## WHAT TO WORK ON
Make an exact copy of every entry, leaving the pictures out.

## Stored items
Segment Open
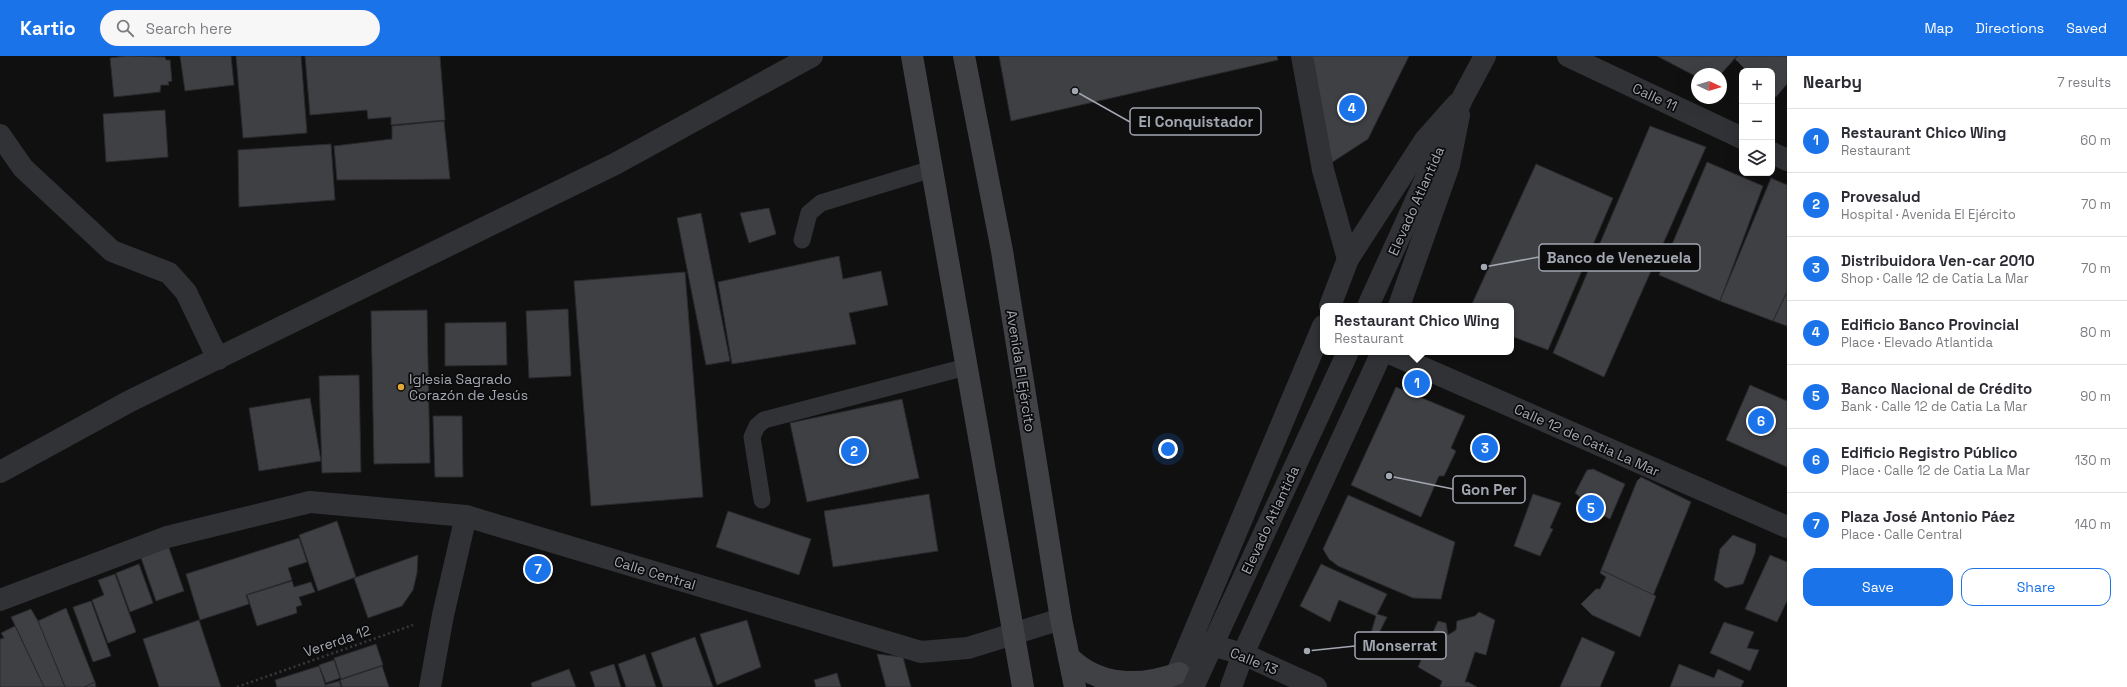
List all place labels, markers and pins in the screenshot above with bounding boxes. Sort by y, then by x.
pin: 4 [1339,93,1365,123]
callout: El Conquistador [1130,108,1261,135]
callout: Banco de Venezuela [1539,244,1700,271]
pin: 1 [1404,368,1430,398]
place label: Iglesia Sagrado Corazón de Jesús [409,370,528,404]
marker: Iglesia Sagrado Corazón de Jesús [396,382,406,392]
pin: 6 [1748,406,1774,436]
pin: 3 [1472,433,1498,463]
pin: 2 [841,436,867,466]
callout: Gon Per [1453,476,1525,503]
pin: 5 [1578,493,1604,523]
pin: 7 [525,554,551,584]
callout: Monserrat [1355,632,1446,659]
Segment Closed
## SOLUTION FOR THIS EXERCISE
List all place labels, markers and pins in the screenshot above with bounding boxes. Sort by y, then by x.
pin: 4 [1339,93,1365,123]
callout: El Conquistador [1130,108,1261,135]
callout: Banco de Venezuela [1539,244,1700,271]
pin: 1 [1404,368,1430,398]
place label: Iglesia Sagrado Corazón de Jesús [409,370,528,404]
marker: Iglesia Sagrado Corazón de Jesús [396,382,406,392]
pin: 6 [1748,406,1774,436]
pin: 3 [1472,433,1498,463]
pin: 2 [841,436,867,466]
callout: Gon Per [1453,476,1525,503]
pin: 5 [1578,493,1604,523]
pin: 7 [525,554,551,584]
callout: Monserrat [1355,632,1446,659]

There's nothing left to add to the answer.